目前,国内外提出的由水热法、微波水热法等方法制备的钒酸银的形貌包括:颗粒状、方块状、纤维状等。中国发明公告专利第201310257173.7号公开了一种钒酸银纳米纤维光催化剂及其制备方法,采用静电纺丝法制备,但对水分等要求高,技术难度大。第201210531539.0号公开了一种棒状钒酸银纳米光催化剂及其制备方法,采用双注沉淀法制备棒状钒酸银微晶,但技术难度大,且对所制备的产品保存条件要求高。CTAB-assistedhydrothermal synthesis of silver vanadates and their photocatalyticcharacterization.Chao-Ming Huang等人采用 CTAB作为表面活性剂的水热结合热处理方式制备得到Ag3VO4与Ag4V2O7的混合相,其产品纯度不高,且尺寸较大。
目前特殊形貌的钒酸银的制备方法还很少,因此对特殊形貌的钒酸银的研究具有重大意义。
发明内容
本发明针对上述现有技术的不足,目的在于提出一种快速制备Ag3VO4纳米晶光催化剂的方法,该方法操作简单,反应条件温和,耗时短,且制备钒酸银产品纯度高,形貌和尺寸均一。
为了实现上述目的,本发明采用以下技术方案:
一种快速制备Ag3VO4纳米晶光催化剂的方法,包括以下步骤:
(1)将蛋白质加入到五氧化二钒水溶液中,搅拌均匀,得到混合溶液A;
(2)将硝酸银溶液滴加到混合溶液A中,搅拌下反应1~2h,得到混合溶液 B;
(3)调节混合溶液B的pH值至3~12,然后在温度为80~120℃,功率为 200~400W下进行微波水热反应0.5~2h后,将反应液过滤得到沉淀,沉淀经洗涤、干燥,得到颗粒状的Ag3VO4纳米晶光催化剂。
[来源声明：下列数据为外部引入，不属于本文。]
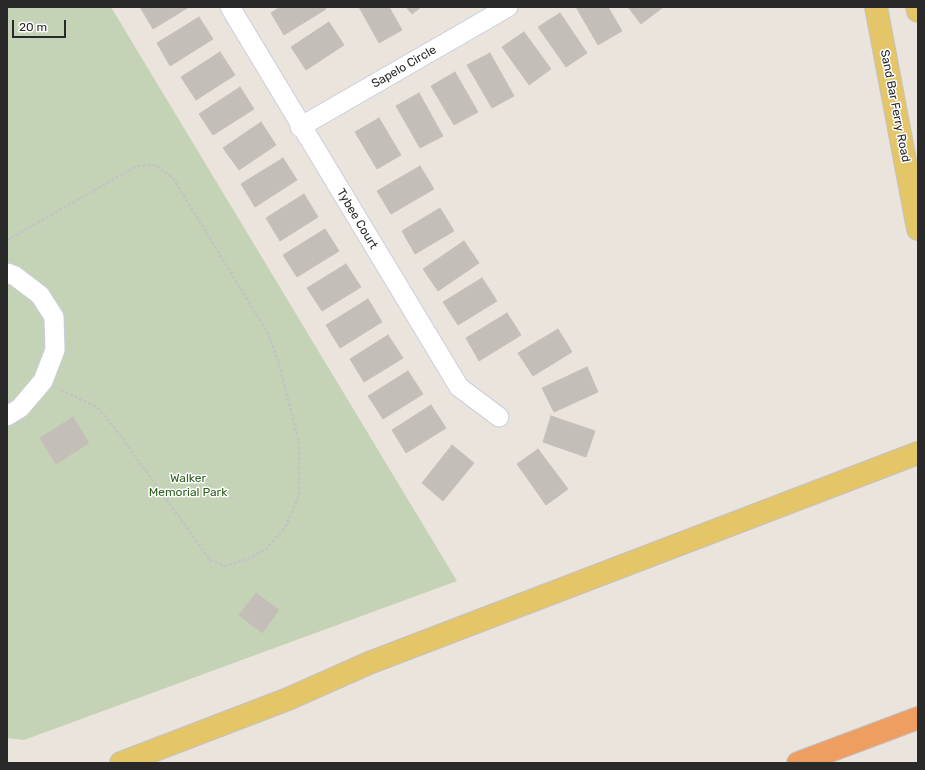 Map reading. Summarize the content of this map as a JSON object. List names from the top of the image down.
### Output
{
  "streets": {
    "main road": ["Sand Bar Ferry Road"],
    "street": ["Sapelo Circle", "Tybee Court"]
  },
  "crossings": [
    ["Sapelo Circle", "Tybee Court"]
  ],
  "parks": ["Walker Memorial Park"],
  "scale_bar": "20 m"
} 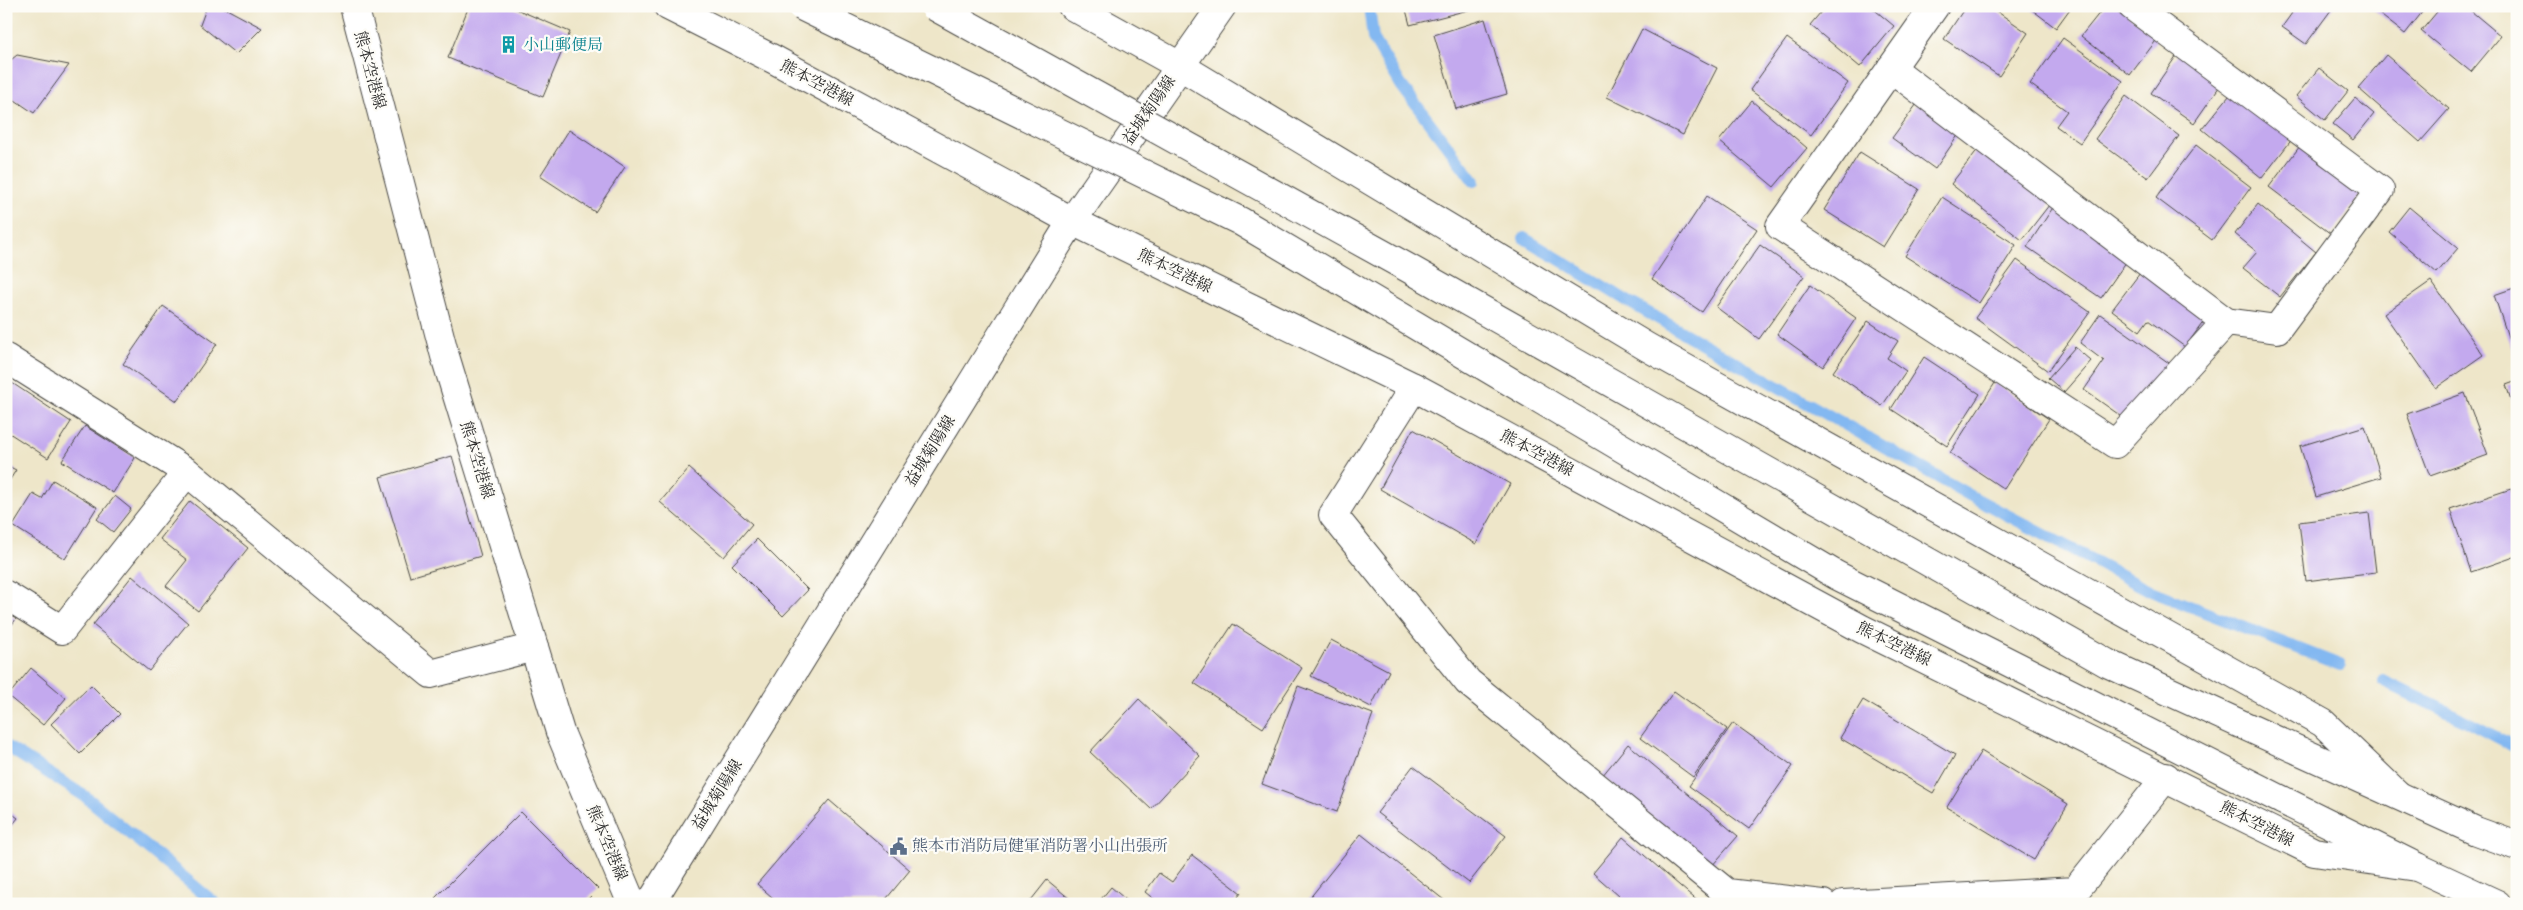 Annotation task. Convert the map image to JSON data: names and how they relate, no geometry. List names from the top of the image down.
{
  "streets": {
    "main road": ["熊本空港線", "益城菊陽線"]
  },
  "crossings": [
    ["熊本空港線", "益城菊陽線"]
  ],
  "places": {
    "building": ["小山郵便局"],
    "public building": ["熊本市消防局健軍消防署小山出張所"]
  }
} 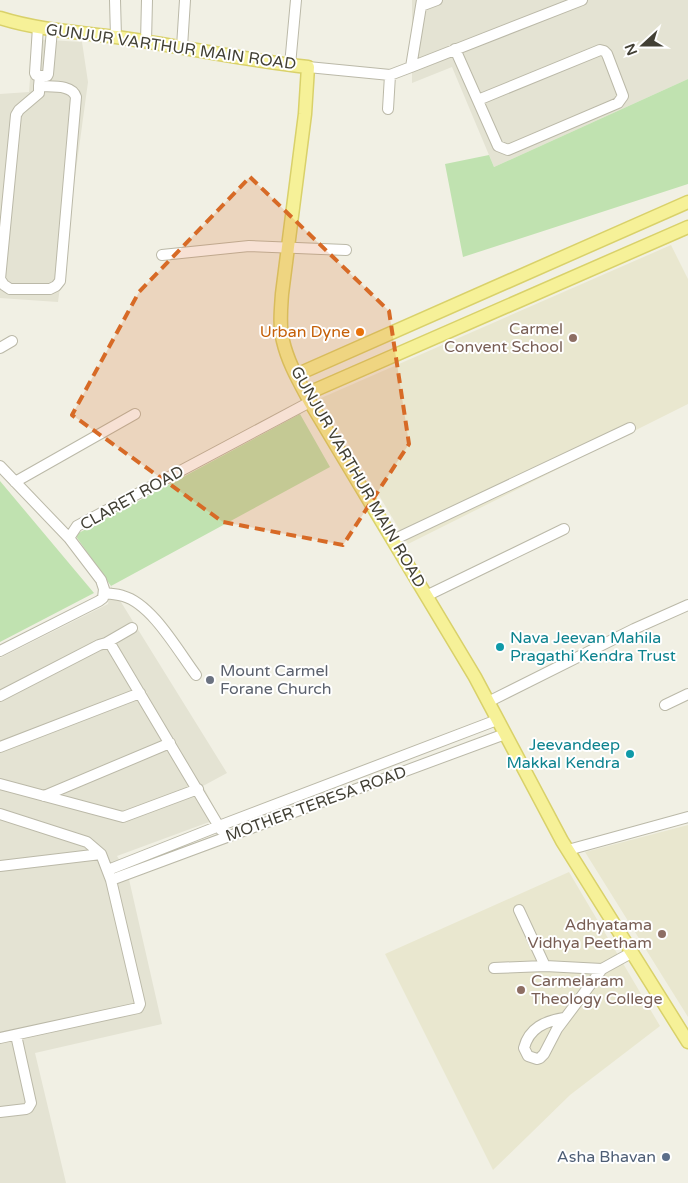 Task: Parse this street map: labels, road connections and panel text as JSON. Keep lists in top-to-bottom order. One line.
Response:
{"streets":{"main road":["GUNJUR VARTHUR MAIN ROAD"],"street":["CLARET ROAD","MOTHER TERESA ROAD"]},"crossings":[["GUNJUR VARTHUR MAIN ROAD","CLARET ROAD"],["GUNJUR VARTHUR MAIN ROAD","MOTHER TERESA ROAD"]],"places":["Urban Dyne","Carmel Convent School","Nava Jeevan Mahila Pragathi Kendra Trust","Mount Carmel Forane Church","Jeevandeep Makkal Kendra","Adhyatama Vidhya Peetham","Carmelaram Theology College","Asha Bhavan"],"north":"left"} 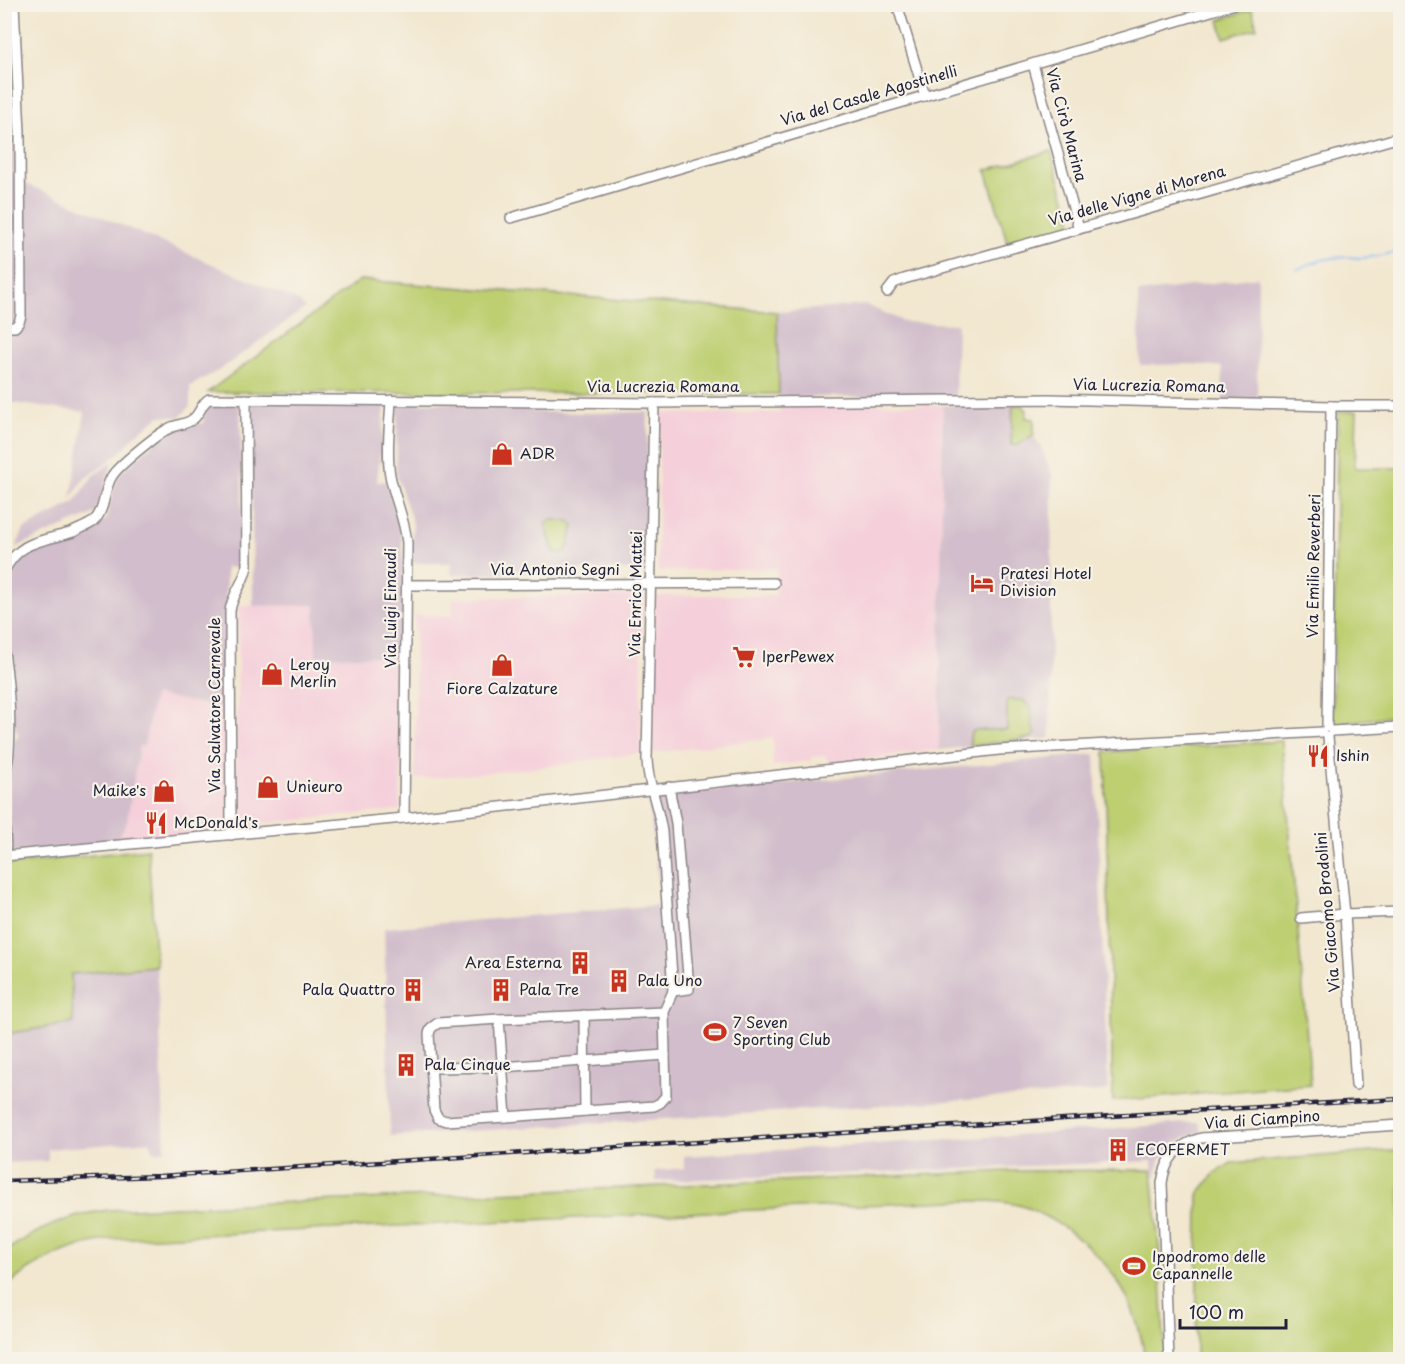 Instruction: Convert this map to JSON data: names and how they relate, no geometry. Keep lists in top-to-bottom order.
{
  "streets": {
    "street": [
      "Via del Casale Agostinelli",
      "Via Cirò Marina",
      "Via delle Vigne di Morena",
      "Via Lucrezia Romana",
      "Via Emilio Reverberi",
      "Via Antonio Segni",
      "Via Enrico Mattei",
      "Via Luigi Einaudi",
      "Via Salvatore Carnevale",
      "Via Giacomo Brodolini",
      "Via di Ciampino"
    ]
  },
  "crossings": [
    ["Via del Casale Agostinelli", "Via Cirò Marina"],
    ["Via Cirò Marina", "Via delle Vigne di Morena"],
    ["Via Lucrezia Romana", "Via Emilio Reverberi"],
    ["Via Lucrezia Romana", "Via Enrico Mattei"],
    ["Via Lucrezia Romana", "Via Luigi Einaudi"],
    ["Via Lucrezia Romana", "Via Salvatore Carnevale"],
    ["Via Emilio Reverberi", "Via Giacomo Brodolini"],
    ["Via Antonio Segni", "Via Enrico Mattei"],
    ["Via Antonio Segni", "Via Luigi Einaudi"]
  ],
  "places": {
    "shop": [
      "ADR",
      "Fiore Calzature",
      "Leroy Merlin",
      "Unieuro",
      "Maike's"
    ],
    "hotel": ["Pratesi Hotel Division"],
    "supermarket": ["IperPewex"],
    "restaurant": ["Ishin", "McDonald's"],
    "building": [
      "Area Esterna",
      "Pala Uno",
      "Pala Quattro",
      "Pala Tre",
      "Pala Cinque",
      "ECOFERMET"
    ],
    "sports": ["7 Seven Sporting Club", "Ippodromo delle Capannelle"]
  },
  "scale_bar": "100 m"
} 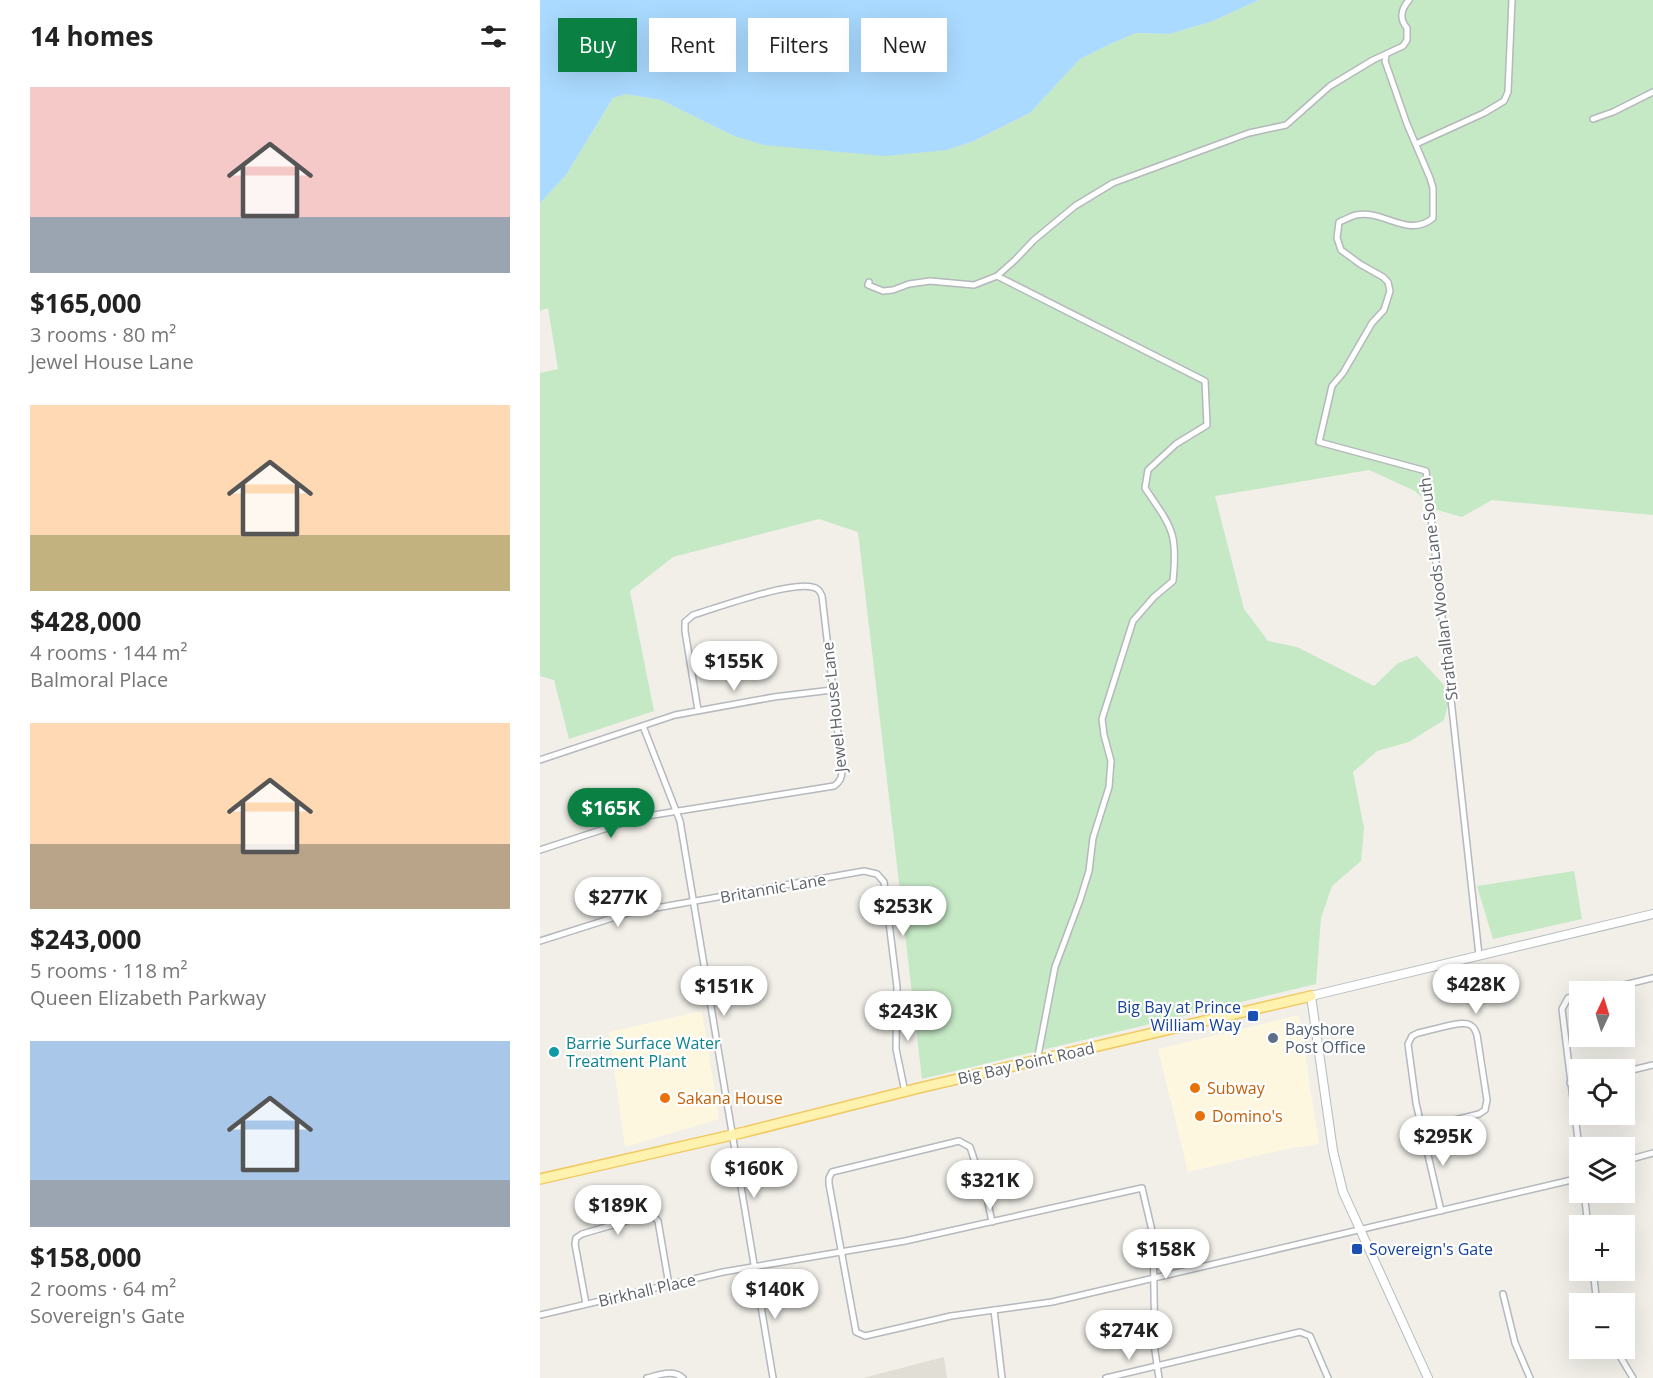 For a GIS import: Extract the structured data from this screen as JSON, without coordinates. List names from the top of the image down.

本发明进一步的改进在于,步骤(1)所述的五氧化二钒水溶液的浓度为 0.1~0.3mol/L;蛋白质和五氧化二钒水溶液的用量比为(0.01~0.04)g:(20~60) mL。
本发明进一步的改进在于,步骤(1)所述的搅拌是在40~100℃下进行的,搅拌时间为1~2h。
本发明进一步的改进在于,步骤(2)所述的硝酸银溶液的浓度为0.1~0.4mol/L,硝酸银和五氧化二钒水溶液的用量比为(10~60)mL:(20~60)mL。
本发明进一步的改进在于,步骤(3)所述是采用0.1~0.3mol/L的氨水调节混合溶液B的pH值。
本发明进一步的改进在于,步骤(3)中调节混合溶液B的pH值至3~12后搅拌1~3h,再进行微波水热反应。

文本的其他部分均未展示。